Essa “lei”, tão clara à Antiguidade Clássica, permanece inexorável. Guardadas as devidas proporções, podemos afirma que onde quer que exista classes sociais é impossível uma igualdade substantiva. Por mais que conquistas sejam alcançadas nesse campo (e elas são extremamente importantes e necessárias) a desigualdade de fundo permanece, mesmo depois de milênios de existência das civilizações. Entretanto, nem todas as sociedades historicamente existentes se constituíram em sociedades de classes. Nas comunidades primitivas de caçadores e coletores e nas sociedades do início da agricultura uma igualdade real, no plano econômico social, era a base que assegurava uma igualdade em todos os campos da vida social, inclusive entre gêneros e no acesso à educação.
Evidentemente que as sociedades primitivas tinham uma igualdade baseada no baixo desenvolvimento de suas forças produtivas, e por causa disso, viviam no limite da selvageria. A igualdade nelas existente era resultado da escassez e não da abundância. Neste momento da história o desenvolvimento do gênero humano está apenas se iniciando, e por isso mesmo, os indivíduos desenvolveram apenas muitíssimo parcialmente as suas potencialidades. Portando, o horizonte das comunidades primitivas não pode ser referência para a construção do futuro como projeto societário. Sobre essa questão, Lukács recupera uma passagem importante dos Grudisse de Marx, nos diz ele,
Em estágios anteriores de desenvolvimento, o indivíduo singular aparece mais completo precisamente porque não elaborou ainda a plenitude de suas relações e não as pôs diante de si como poderes e relações sociais independentes dele. É tão ridículo ter nostalgia daquela plenitude original: da mesma forma, é ridícula a crença de que é preciso permanecer naquele completo esvaziamento. (MARX, 2011, p. 110)
Lukács acrescenta,
No início da evolução do pensamento burguês dominou a tendência de afirmar o progresso esquecendo as suas contraditoriedades; já antes de Marx surgiu uma reação romântica à crítica da alienação, ligada com uma idealização de níveis inferiores de desenvolvimento primitivos; e este contramovimento romântico ainda domina hoje – aberta ou sub-repticiamente –, em todo caso escasso, estudo filosófico com o cotidiano e o seu pensamento. (LUKÁCS, 1966, p. 70. Tradução nossa)
Em nosso caso, não romantizamos a sociedade capitalista e nem opomos a ela um contramovimento romântico de retorno a uma primitividade idealizada. Recorremos ao estudo e análise da comunidade primitivas, não a idealizando ou a postulando como referência para a construção de uma nova sociedade, isso representaria um retrocesso social, um retorno às origens. Nossos objetivos residem em primeiro lugar em demonstrar a possibilidade histórica da construção de uma sociedade igualitária, a única capaz de realizar a substantiva universalidade da educação. O reconhecimento de que ao se autoproduzir em um metabolismo dialético com a natureza os homens e mulheres constroem a sociabilidade é comprovação de que outras formas de relação produtiva são possíveis. Em segundo lugar, o entendimento do funcionamento das sociedades primitivas, pode servir de reflexão e ponto de largada para uma construção futura, bem como para orientar ações contemporâneas.

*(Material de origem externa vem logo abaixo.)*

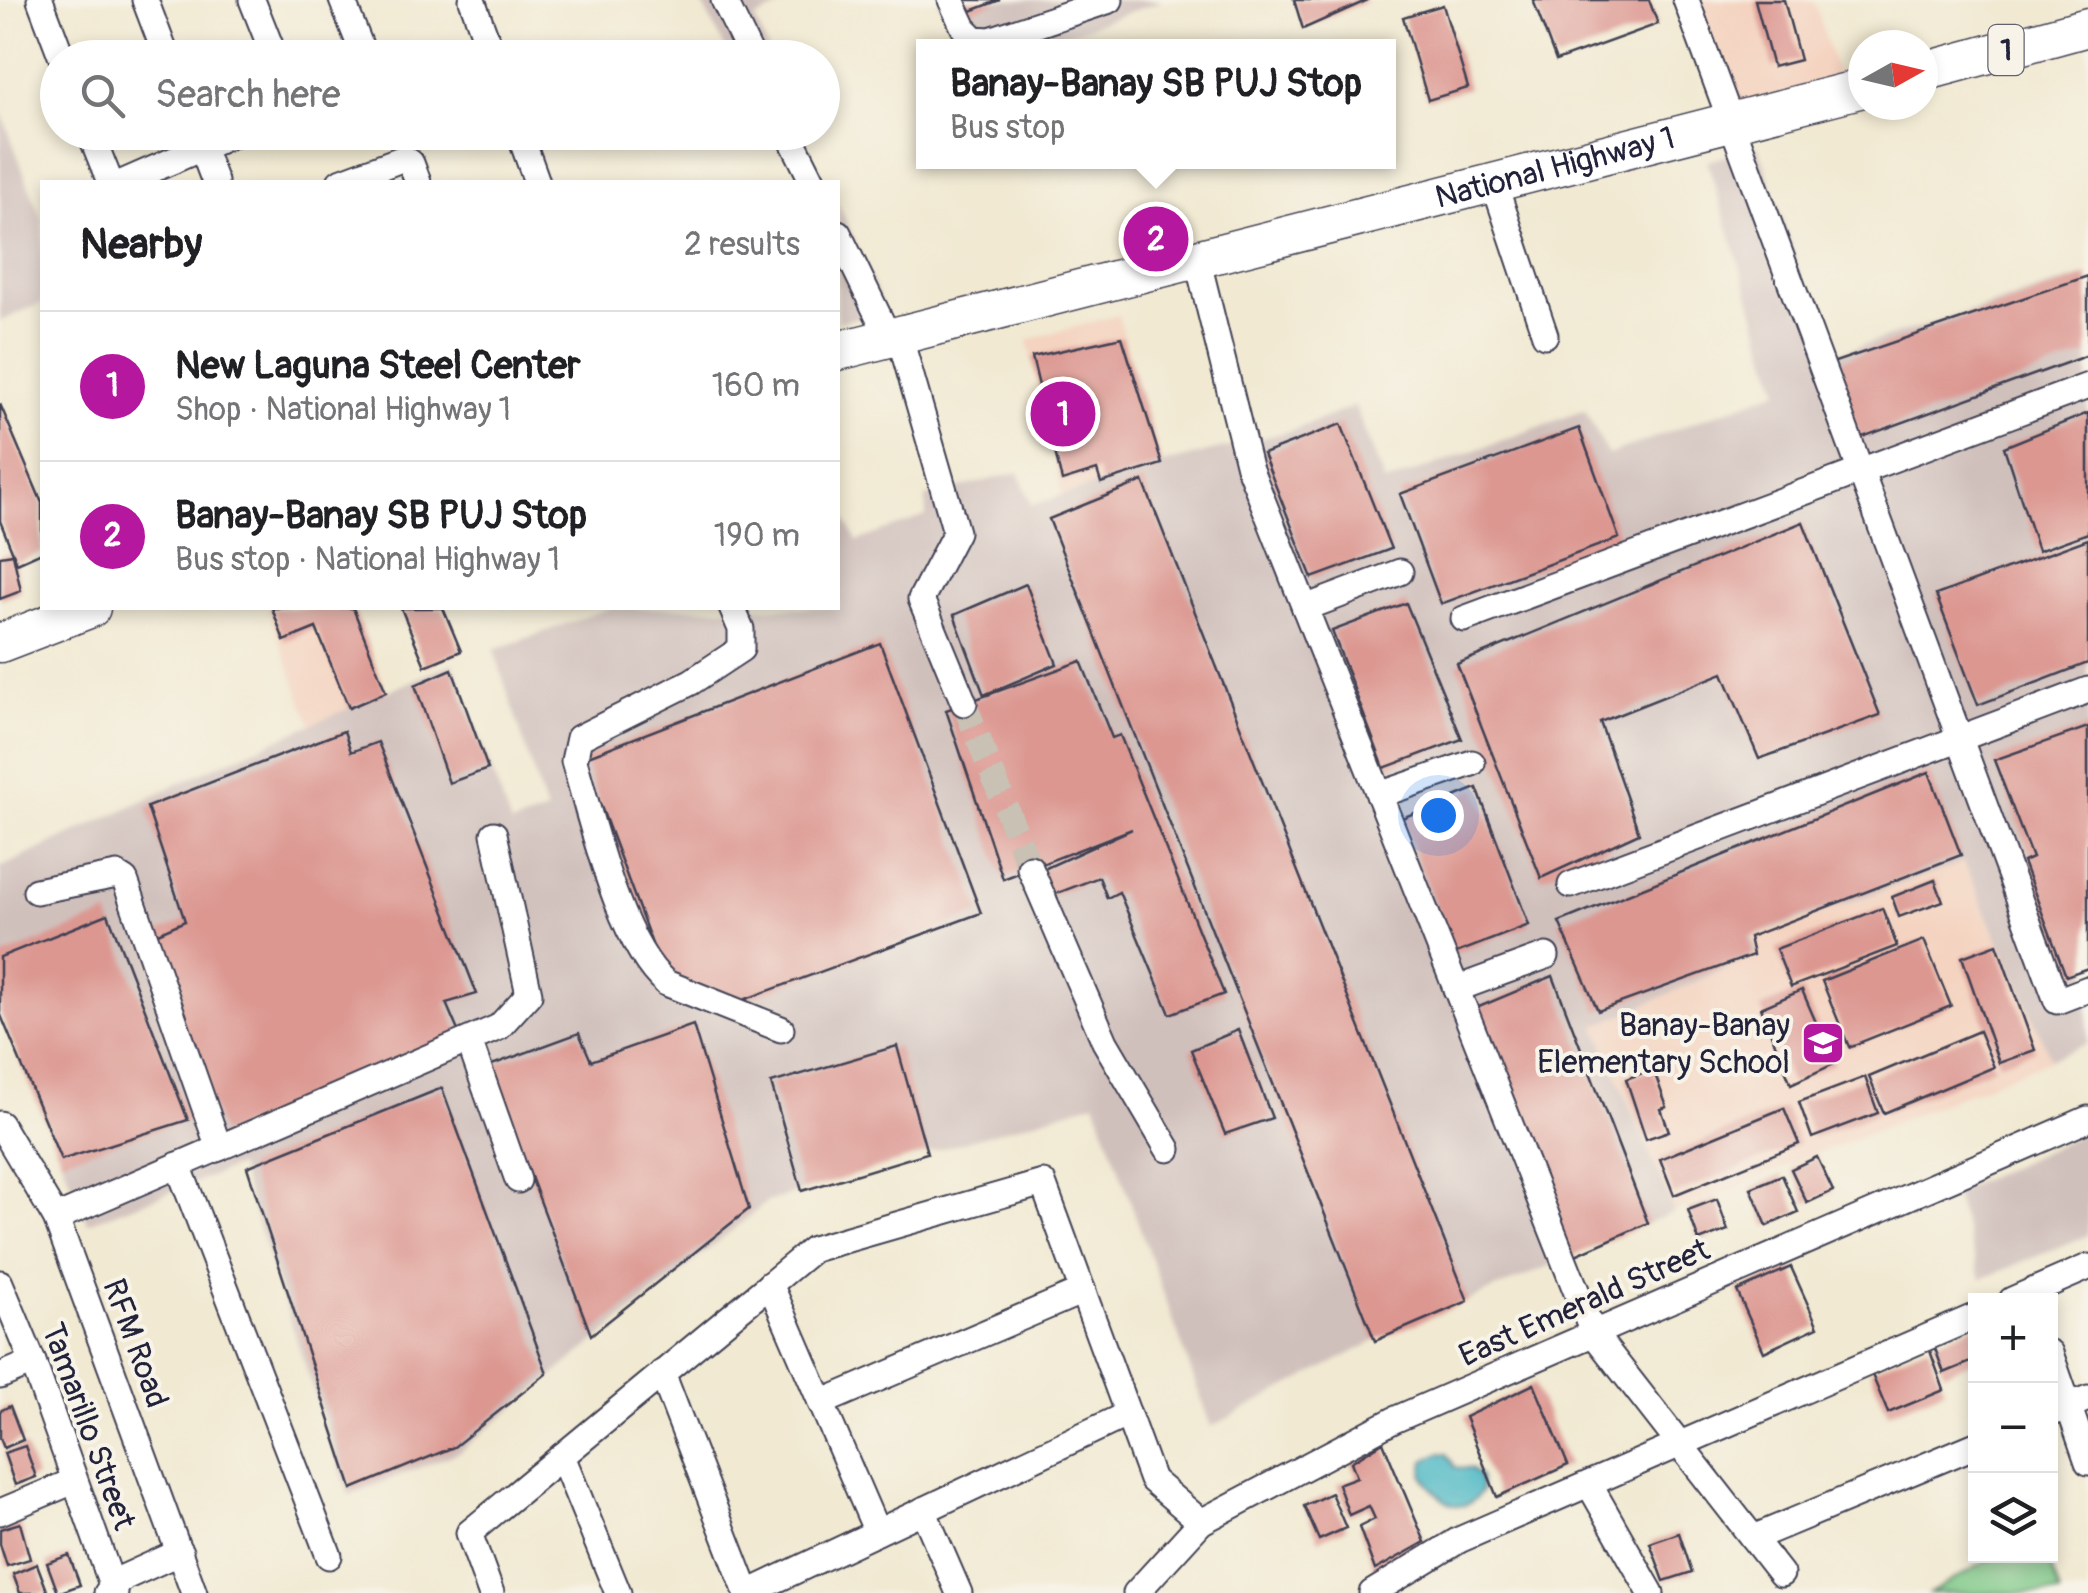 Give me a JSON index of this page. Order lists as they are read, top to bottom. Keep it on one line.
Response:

Entender a organização social do chamado comunismo primitivo pode contribuir decisivamente para entendermos mais profundamente a organização da sociedade contemporânea. É olhando para um cenário como o das comunidades de caçadores e coletores – sendo ele, em muitos sentidos, o total oposto da sociedade contemporânea - que podemos contemplar as problemáticas de uma sociabilidade tão centrada na obtenção de lucro como esta na qual estamos inseridos.
Nesse sentido, buscamos investigar como se organizavam as comunidades primitivas e, em especial, como a igualdade de gêneros se processava em seu interior. A investigação dessa problemática, além de trazer a lume elementos importantes para o conhecimento dessas sociedades, tem como fundamental contribuição demonstrar, com fundamento na própria experiência humana passada, a possibilidade histórica de entificação de relação humano-sociais mais elevadas, compreendendo essa dimensão como tarefa pedagógica atinente a qualquer proposta de educação que se paute pela efetiva formação do gênero humano.
Neste artigo, baseamo-nos especialmente no estudo das obras de Williams (1991), Service (1971), e Leacock (in Engels 2012 e 2019). A escolha de Raymond Williams (1921–1988), especificamente o seu, O Povo das Montanhas Negras possui peculiaridades importantes. Nascido no País de Gales, Williams foi um teórico de orientação marxista que se consagrou no campo da sociologia, história, crítica estética, mas também como literato. A obra em tela é, justamente um romance. Apesar de ser um livro ficcional, ele é um importante trabalho para a compreensão da vida e organização social nas comunidades primitivas.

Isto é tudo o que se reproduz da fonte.